*Your task*
Word for word, repeat each line of the listing below.

*** Opening Entries shown ***

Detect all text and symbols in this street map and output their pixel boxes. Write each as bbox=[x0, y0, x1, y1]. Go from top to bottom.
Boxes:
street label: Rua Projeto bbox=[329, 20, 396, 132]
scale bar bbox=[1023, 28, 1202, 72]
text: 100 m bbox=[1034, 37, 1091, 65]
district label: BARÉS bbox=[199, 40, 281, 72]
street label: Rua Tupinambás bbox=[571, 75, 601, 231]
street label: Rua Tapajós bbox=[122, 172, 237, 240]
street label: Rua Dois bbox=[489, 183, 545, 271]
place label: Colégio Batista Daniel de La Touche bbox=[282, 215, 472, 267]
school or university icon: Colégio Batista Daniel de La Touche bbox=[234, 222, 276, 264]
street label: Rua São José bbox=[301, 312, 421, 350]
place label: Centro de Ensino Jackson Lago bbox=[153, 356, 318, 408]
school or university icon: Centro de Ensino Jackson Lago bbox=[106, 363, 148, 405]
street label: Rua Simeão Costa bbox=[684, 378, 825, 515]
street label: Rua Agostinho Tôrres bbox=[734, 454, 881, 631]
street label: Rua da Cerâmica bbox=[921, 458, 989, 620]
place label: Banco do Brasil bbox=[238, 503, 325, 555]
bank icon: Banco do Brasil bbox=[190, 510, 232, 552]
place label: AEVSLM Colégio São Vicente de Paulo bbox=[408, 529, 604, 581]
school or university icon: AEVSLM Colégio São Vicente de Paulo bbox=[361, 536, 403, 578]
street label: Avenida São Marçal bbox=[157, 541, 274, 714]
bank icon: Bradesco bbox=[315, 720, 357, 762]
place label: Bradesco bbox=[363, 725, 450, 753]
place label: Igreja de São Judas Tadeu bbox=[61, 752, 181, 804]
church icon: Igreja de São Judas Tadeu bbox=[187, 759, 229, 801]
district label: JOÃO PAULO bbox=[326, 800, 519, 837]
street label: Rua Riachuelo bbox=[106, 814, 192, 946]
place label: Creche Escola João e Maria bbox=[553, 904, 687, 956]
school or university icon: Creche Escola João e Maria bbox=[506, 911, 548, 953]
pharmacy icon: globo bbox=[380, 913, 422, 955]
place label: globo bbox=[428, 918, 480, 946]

*** Closing Entries shown ***

*Reply*
Detect all text and symbols in this street map and output their pixel boxes. Write each as bbox=[x0, y0, x1, y1]. Go from top to bottom.
Boxes:
street label: Rua Projeto bbox=[329, 20, 396, 132]
scale bar bbox=[1023, 28, 1202, 72]
text: 100 m bbox=[1034, 37, 1091, 65]
district label: BARÉS bbox=[199, 40, 281, 72]
street label: Rua Tupinambás bbox=[571, 75, 601, 231]
street label: Rua Tapajós bbox=[122, 172, 237, 240]
street label: Rua Dois bbox=[489, 183, 545, 271]
place label: Colégio Batista Daniel de La Touche bbox=[282, 215, 472, 267]
school or university icon: Colégio Batista Daniel de La Touche bbox=[234, 222, 276, 264]
street label: Rua São José bbox=[301, 312, 421, 350]
place label: Centro de Ensino Jackson Lago bbox=[153, 356, 318, 408]
school or university icon: Centro de Ensino Jackson Lago bbox=[106, 363, 148, 405]
street label: Rua Simeão Costa bbox=[684, 378, 825, 515]
street label: Rua Agostinho Tôrres bbox=[734, 454, 881, 631]
street label: Rua da Cerâmica bbox=[921, 458, 989, 620]
place label: Banco do Brasil bbox=[238, 503, 325, 555]
bank icon: Banco do Brasil bbox=[190, 510, 232, 552]
place label: AEVSLM Colégio São Vicente de Paulo bbox=[408, 529, 604, 581]
school or university icon: AEVSLM Colégio São Vicente de Paulo bbox=[361, 536, 403, 578]
street label: Avenida São Marçal bbox=[157, 541, 274, 714]
bank icon: Bradesco bbox=[315, 720, 357, 762]
place label: Bradesco bbox=[363, 725, 450, 753]
place label: Igreja de São Judas Tadeu bbox=[61, 752, 181, 804]
church icon: Igreja de São Judas Tadeu bbox=[187, 759, 229, 801]
district label: JOÃO PAULO bbox=[326, 800, 519, 837]
street label: Rua Riachuelo bbox=[106, 814, 192, 946]
place label: Creche Escola João e Maria bbox=[553, 904, 687, 956]
school or university icon: Creche Escola João e Maria bbox=[506, 911, 548, 953]
pharmacy icon: globo bbox=[380, 913, 422, 955]
place label: globo bbox=[428, 918, 480, 946]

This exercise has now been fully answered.